A crucial factor in evaluating middle turbinate surgery effectiveness is the chosen postoperative assessment technique. Our review identified limitations in both common approaches: only two of 14 studies utilized CT scans for re-evaluation, likely due to cost and additional radiation exposure for patients, while easier to implement, only 11 out 14 studies reported an endoscopic follow-up. Furthermore of those reporting endoscopy, only nine described the surgical effectiveness. Despite these limitations, seven studies reported statistically significant improvements in either synechia reduction, middle meatus access, o olfactory cleft access in the intervention groups (regardless of the technique). This represents half of the studies reviewed.

Acknowledging the limitations of our analysis, several key points must be considered: firstly, there was considerable heterogeneity in the surgical techniques employed, encompassing both total approaches and partial turbinectomies. While a partial resection of the MT may appear advisable due to its significance as an anatomical landmark, it remains unclear which techniques yield fewer complications and superior outcomes. Skepticism persists regarding total turbinectomy, as only one out of two studies evaluated underscored its effectiveness and safety. Conversely, for partial approaches, none of the cited studies reported a higher incidence of postoperative complications in the intervention groups compared to the control groups.

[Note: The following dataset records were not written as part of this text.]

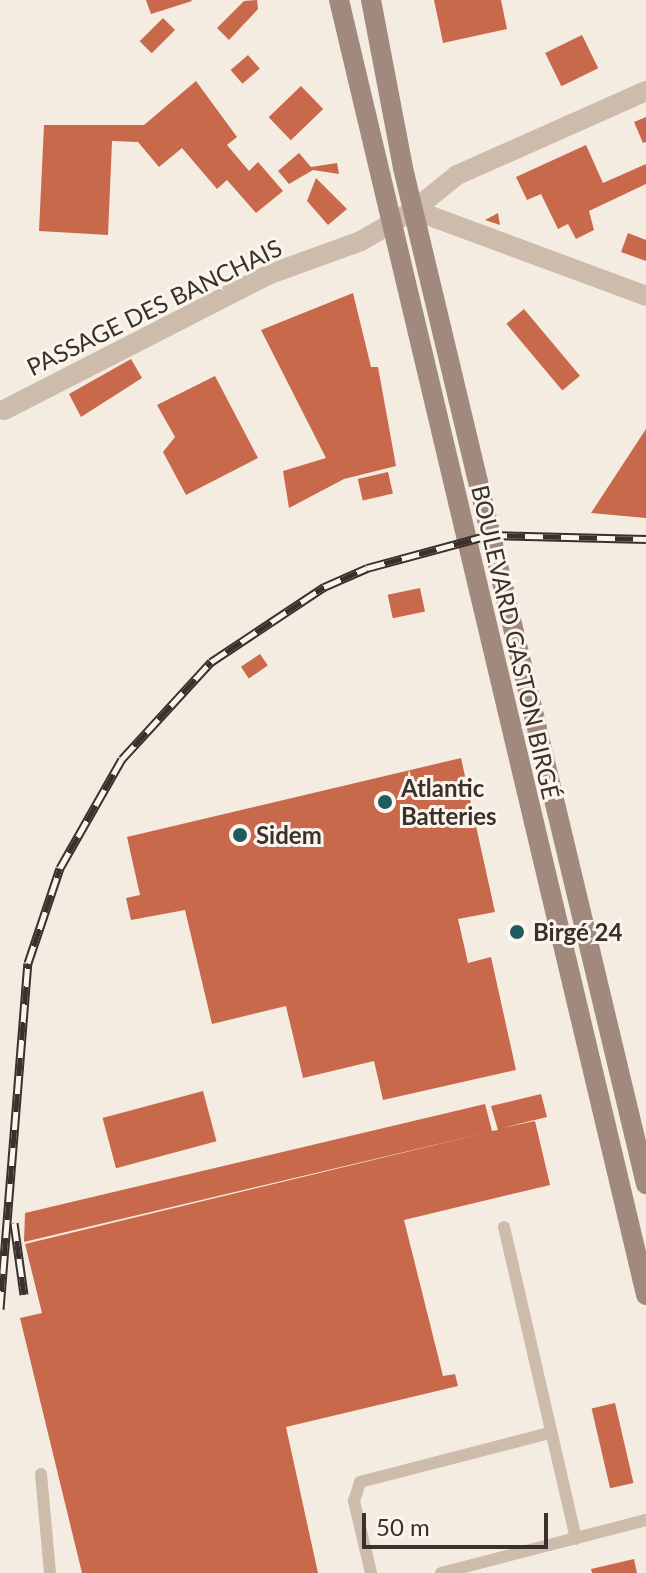 <!DOCTYPE html>
<html>
<head>
<meta charset="utf-8">
<style>
	body { margin:0 }
	#map { position:relative; width:646px; height:1573px; overflow:hidden; background:#f4ebe1; font-family:Lato,sans-serif }
	div>[style] { position:absolute }
	.building>* { inset:0; background:#c8694b; transform-origin:0 0 }
	.service>* { height:12px; margin:-6px; padding:0 6px; transform-origin:6px; border-radius:6px; background:#cdbbac }
	.minor>* { height:20px; margin:-10px; padding:0 10px; transform-origin:10px; border-radius:10px; background:#cdbbac }
	.tertiary>* { height:20px; margin:-10px; padding:0 10px; transform-origin:10px; border-radius:10px; background:#cdbbac }
	.secondary>* { height:20px; margin:-10px; padding:0 10px; transform-origin:10px; border-radius:10px; background:#a18a7d }
	.rail>* { height:9px; margin-top:-4.5px; transform-origin:0; background:repeating-linear-gradient(90deg,#fbf5ee 0 18px,#3b302b 0 36px); box-sizing:border-box; border-block:2px solid #3b302b }
	.dots>* { width:22px; height:22px; translate:-50% -50%; box-sizing:border-box; border:4px solid #fbf5ee; border-radius:50% }
	span { translate:-50% -50%; white-space:nowrap; text-align:center; line-height:1.15; -webkit-text-stroke:6px #fbf5ee; paint-order:stroke }
	.street-label { font-size:24px; color:#3b302b }
	.poi-label { font-size:24px; color:#3b302b; font-weight:700 }
	.left { translate:0 -50%; text-align:left }
	.scale { position:absolute; left:362px; top:1513px; width:186px; height:36px; box-sizing:border-box; border:4px solid #3b302b; border-top:0; padding-left:10px; font-size:24px; line-height:28px; white-space:nowrap; color:#3b302b; -webkit-text-stroke:6px #fbf5ee; paint-order:stroke }
</style>
</head>
<body>
<div id="map">
	<div class="building">
		<div style="clip-path:polygon(146px 0,191px 0,192px 1px,151px 14px)"></div>
		<div style="clip-path:polygon(257px 0,258px 9px,229px 40px,217px 28px,244px 1px)"></div>
		<div style="clip-path:polygon(434px 0,501px 0,507px 29px,443px 43px)"></div>
		<div style="left:163px;top:18px;width:17px;height:33px;rotate:45deg"></div>
		<div style="left:582px;top:35px;width:37px;height:41px;rotate:64deg"></div>
		<div style="left:248px;top:55px;width:18px;height:23px;rotate:49deg"></div>
		<div style="clip-path:polygon(196px 81px,237px 137px,227px 145px,249px 171px,258px 162px,283px 191px,256px 213px,227px 180px,217px 189px,182px 148px,159px 167px,138px 142px,112px 141px,108px 235px,39px 231px,44px 125px,144px 125px)"></div>
		<div style="left:301px;top:86px;width:32px;height:45px;rotate:46deg"></div>
		<div style="clip-path:polygon(646px 117px,646px 142px,643px 143px,634px 122px)"></div>
		<div style="clip-path:polygon(586px 145px,603px 183px,646px 164px,646px 184px,589px 211px,594px 230px,576px 239px,568px 224px,558px 229px,541px 194px,527px 200px,516px 177px)"></div>
		<div style="clip-path:polygon(299px 153px,311px 167px,337px 163px,339px 174px,313px 170px,289px 184px,278px 171px)"></div>
		<div style="clip-path:polygon(316px 178px,347px 209px,328px 225px,307px 201px)"></div>
		<div style="clip-path:polygon(498px 213px,500px 225px,485px 220px)"></div>
		<div style="clip-path:polygon(628px 233px,646px 240px,646px 261px,621px 252px)"></div>
		<div style="clip-path:polygon(353px 293px,371px 367px,378px 367px,396px 466px,344px 479px,289px 508px,283px 471px,326px 458px,261px 330px)"></div>
		<div style="left:524px;top:309px;width:87px;height:23px;rotate:50deg"></div>
		<div style="clip-path:polygon(131px 359px,142px 378px,81px 417px,69px 394px)"></div>
		<div style="clip-path:polygon(215px 376px,258px 458px,186px 495px,163px 452px,175px 437px,157px 405px)"></div>
		<div style="clip-path:polygon(646px 429px,646px 518px,591px 513px)"></div>
		<div style="left:388px;top:472px;width:22px;height:31px;rotate:77deg"></div>
		<div style="left:420px;top:588px;width:24px;height:33px;rotate:78deg"></div>
		<div style="left:260px;top:654px;width:14px;height:23px;rotate:56deg"></div>
		<div style="clip-path:polygon(461px 758px,495px 912px,458px 919px,468px 963px,491px 957px,516px 1070px,383px 1100px,374px 1061px,303px 1078px,286px 1006px,212px 1024px,185px 910px,131px 920px,126px 898px,140px 895px,127px 837px)"></div>
		<div style="left:520px;top:924px;width:13px;height:9px;rotate:77deg"></div>
		<div style="left:203px;top:1091px;width:52px;height:104px;rotate:75deg"></div>
		<div style="clip-path:polygon(541px 1094px,547px 1117px,502px 1128px,535px 1121px,550px 1185px,404px 1220px,443px 1376px,455px 1374px,458px 1386px,286px 1427px,318px 1573px,82px 1573px,20px 1318px,42px 1313px,25px 1244px,489px 1132px,24px 1242px,25px 1213px,485px 1104px,492px 1131px,498px 1130px,491px 1106px)"></div>
		<div style="left:615px;top:1403px;width:82px;height:24px;rotate:77deg"></div>
		<div style="clip-path:polygon(634px 1559px,637px 1573px,592px 1573px,591px 1569px)"></div>
	</div>
	<div class="service">
		<div style="left:504px;top:1227px;width:320px;rotate:77deg"></div>
		<div style="left:41px;top:1474px;width:99px;rotate:84.8deg"></div>
		<div style="left:371px;top:1573px;width:74px;rotate:-103.3deg"></div>
		<div style="left:354px;top:1501px;width:20px;rotate:-72deg"></div>
		<div style="left:360px;top:1482px;width:195px;rotate:-14.5deg"></div>
		<div style="left:441px;top:1573px;width:212px;rotate:-14.5deg"></div>
	</div>
	<div class="minor">
		<div style="left:4px;top:410px;width:299px;rotate:-27.1deg"></div>
		<div style="left:270px;top:274px;width:97px;rotate:-19.9deg"></div>
		<div style="left:361px;top:241px;width:61px;rotate:-30.3deg"></div>
	</div>
	<div class="tertiary">
		<div style="left:646px;top:91px;width:207px;rotate:156deg"></div>
		<div style="left:457px;top:175px;width:55px;rotate:140.9deg"></div>
		<div style="left:414px;top:210px;width:247px;rotate:20.3deg"></div>
	</div>
	<div class="secondary">
		<div style="left:339px;top:0;width:1331px;rotate:76.66deg"></div>
		<div style="left:371px;top:0;width:171px;rotate:79.2deg"></div>
		<div style="left:403px;top:168px;width:1045px;rotate:76.55deg"></div>
	</div>
	<div class="rail">
		<div style="left:14px;top:1223px;width:72px;rotate:82deg"></div>
		<div style="left:0;top:1309px;width:347px;rotate:-85.4deg"></div>
		<div style="left:28px;top:963px;width:100px;rotate:-71.4deg"></div>
		<div style="left:60px;top:868px;width:125px;rotate:-60.4deg"></div>
		<div style="left:122px;top:759px;width:132px;rotate:-47.5deg"></div>
		<div style="left:211px;top:662px;width:136px;rotate:-33.6deg"></div>
		<div style="left:324px;top:587px;width:47px;rotate:-23.8deg"></div>
		<div style="left:367px;top:568px;width:126px;rotate:-15.1deg"></div>
		<div style="left:489px;top:535px;width:157px;rotate:1.5deg"></div>
	</div>
	<div class="dots">
		<div style="left:385px;top:802px;background:#1f5a5e"></div>
		<div style="left:240px;top:835px;background:#1f5a5e"></div>
		<div style="left:517px;top:932px;background:#1f5a5e"></div>
	</div>
	<div class="street-label">
		<span style="left:154px;top:307px;rotate:-26deg">PASSAGE DES BANCHAIS</span>
		<span style="left:516px;top:642px;rotate:77deg">BOULEVARD GASTON BIRGÉ</span>
	</div>
	<div class="poi-label">
		<span class="left" style="left:401px;top:802px">Atlantic<br>Batteries</span>
		<span class="left" style="left:256px;top:835px">Sidem</span>
		<span class="left" style="left:533px;top:932px">Birgé 24</span>
	</div>
	<div class="scale">50 m</div>
</div>
</body>
</html>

In conclusion, a partial resection approach to theMT yields improved respiratory outcomes compared to conservatory approaches without an associated increase in postoperative risks. Moreover, there is no adverse impact on smell function, and in certain cases, improvement was observed, as evidence in several reviewed articles. Nevertheless, it is imperative to recognize that nasal pathology often entails additional issues such as nasal septum deviation, chronic rhinosinusitis with or without polyposis, complicating the attribution of postoperative benefits solely to the MT approach. Given the challenges in comparing different studies due to the heterogeneity in evaluating postsurgical effectiveness, standardizing methods for assessing in particular with objective methods as endoscopic, and imaging techniques beyond olfactometric, and questionnaire-based outcomes in future studies would be advantageous.

Conclusion

In conclusion, while the anatomical variations of the MT may impact nasal obstruction and potentially increase the risk of rhinosinusitis, the partial MT surgical approach consistently yields subjective and objective improvements compared to conservative measures. Furthermore, there is evidence suggesting a positive impact on smell function without any indication of deterioration in the reviewed studies. However, due to the significant heterogeneity among the studies, identifying a single surgical technique that surpasses others remains challenging. Nevertheless, it appears that better outcomes with fewer complications are consistently achieved by favoring partial techniques over total middle turbinectomy.